--- Stored data Enclosed Below ---
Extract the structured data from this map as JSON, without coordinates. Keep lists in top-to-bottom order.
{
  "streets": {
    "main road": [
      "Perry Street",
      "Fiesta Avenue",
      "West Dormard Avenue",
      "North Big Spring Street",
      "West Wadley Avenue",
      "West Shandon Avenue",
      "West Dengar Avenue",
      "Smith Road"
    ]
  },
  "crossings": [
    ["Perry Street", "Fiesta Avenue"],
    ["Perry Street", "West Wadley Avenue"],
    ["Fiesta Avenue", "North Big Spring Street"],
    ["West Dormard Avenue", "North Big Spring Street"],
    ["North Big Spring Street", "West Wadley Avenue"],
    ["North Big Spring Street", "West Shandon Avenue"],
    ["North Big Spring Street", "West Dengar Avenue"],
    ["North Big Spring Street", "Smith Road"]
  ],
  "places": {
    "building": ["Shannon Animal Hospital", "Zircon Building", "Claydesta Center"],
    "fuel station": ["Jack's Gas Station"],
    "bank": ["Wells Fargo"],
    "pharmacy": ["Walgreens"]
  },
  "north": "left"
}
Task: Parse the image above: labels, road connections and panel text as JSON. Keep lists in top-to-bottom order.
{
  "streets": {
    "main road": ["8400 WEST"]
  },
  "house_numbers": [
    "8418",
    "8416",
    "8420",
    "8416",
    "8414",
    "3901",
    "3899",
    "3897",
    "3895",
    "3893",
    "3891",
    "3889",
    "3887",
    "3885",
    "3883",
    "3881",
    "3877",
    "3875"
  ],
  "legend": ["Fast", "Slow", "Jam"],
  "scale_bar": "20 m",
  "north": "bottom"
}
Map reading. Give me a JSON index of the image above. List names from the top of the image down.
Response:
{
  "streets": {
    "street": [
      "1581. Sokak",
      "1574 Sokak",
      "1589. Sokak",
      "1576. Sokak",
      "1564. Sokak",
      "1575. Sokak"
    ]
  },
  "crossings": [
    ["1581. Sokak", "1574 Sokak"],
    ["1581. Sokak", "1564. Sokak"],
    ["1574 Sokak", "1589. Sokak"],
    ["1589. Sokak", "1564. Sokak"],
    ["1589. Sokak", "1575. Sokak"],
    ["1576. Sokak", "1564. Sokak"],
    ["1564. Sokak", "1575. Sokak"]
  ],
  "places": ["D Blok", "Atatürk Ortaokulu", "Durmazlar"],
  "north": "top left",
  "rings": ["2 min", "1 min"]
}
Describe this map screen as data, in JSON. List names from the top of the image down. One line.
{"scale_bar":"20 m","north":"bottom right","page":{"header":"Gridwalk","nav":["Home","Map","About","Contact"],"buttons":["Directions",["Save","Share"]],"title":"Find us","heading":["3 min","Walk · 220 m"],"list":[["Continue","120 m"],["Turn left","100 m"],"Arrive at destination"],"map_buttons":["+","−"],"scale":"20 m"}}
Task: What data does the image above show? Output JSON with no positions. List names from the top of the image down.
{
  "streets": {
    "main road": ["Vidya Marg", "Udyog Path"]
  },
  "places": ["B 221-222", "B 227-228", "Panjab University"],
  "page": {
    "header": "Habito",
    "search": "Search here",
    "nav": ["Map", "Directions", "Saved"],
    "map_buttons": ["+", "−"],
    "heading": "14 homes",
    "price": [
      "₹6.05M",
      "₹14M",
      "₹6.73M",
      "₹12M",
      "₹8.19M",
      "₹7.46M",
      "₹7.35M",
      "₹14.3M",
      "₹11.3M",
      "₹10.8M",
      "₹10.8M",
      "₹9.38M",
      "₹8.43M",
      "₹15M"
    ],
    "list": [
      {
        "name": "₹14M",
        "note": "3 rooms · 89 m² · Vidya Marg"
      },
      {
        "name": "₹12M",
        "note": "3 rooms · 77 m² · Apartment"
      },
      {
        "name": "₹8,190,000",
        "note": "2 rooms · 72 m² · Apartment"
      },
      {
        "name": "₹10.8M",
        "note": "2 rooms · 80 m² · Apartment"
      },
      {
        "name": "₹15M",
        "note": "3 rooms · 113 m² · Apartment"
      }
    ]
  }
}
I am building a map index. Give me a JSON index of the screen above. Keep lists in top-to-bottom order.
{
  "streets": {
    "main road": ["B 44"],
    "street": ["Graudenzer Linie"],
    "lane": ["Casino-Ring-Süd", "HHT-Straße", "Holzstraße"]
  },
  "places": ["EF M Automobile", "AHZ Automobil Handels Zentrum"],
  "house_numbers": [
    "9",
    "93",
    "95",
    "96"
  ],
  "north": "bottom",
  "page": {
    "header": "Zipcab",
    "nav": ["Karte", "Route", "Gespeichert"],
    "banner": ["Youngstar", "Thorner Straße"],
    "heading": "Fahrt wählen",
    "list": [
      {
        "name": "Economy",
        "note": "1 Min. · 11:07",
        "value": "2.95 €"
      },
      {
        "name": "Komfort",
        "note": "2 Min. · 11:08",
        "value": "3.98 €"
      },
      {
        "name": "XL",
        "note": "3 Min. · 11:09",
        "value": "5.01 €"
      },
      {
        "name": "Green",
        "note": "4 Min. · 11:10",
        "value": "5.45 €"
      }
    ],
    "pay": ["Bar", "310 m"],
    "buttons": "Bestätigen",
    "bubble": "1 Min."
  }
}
--- End of Enclosed Stored data ---
_Task statement_
Copy out, from the data above, each line where the string "lists" is present.

_Solution_
Extract the structured data from this map as JSON, without coordinates. Keep lists in top-to-bottom order.
Task: Parse the image above: labels, road connections and panel text as JSON. Keep lists in top-to-bottom order.
I am building a map index. Give me a JSON index of the screen above. Keep lists in top-to-bottom order.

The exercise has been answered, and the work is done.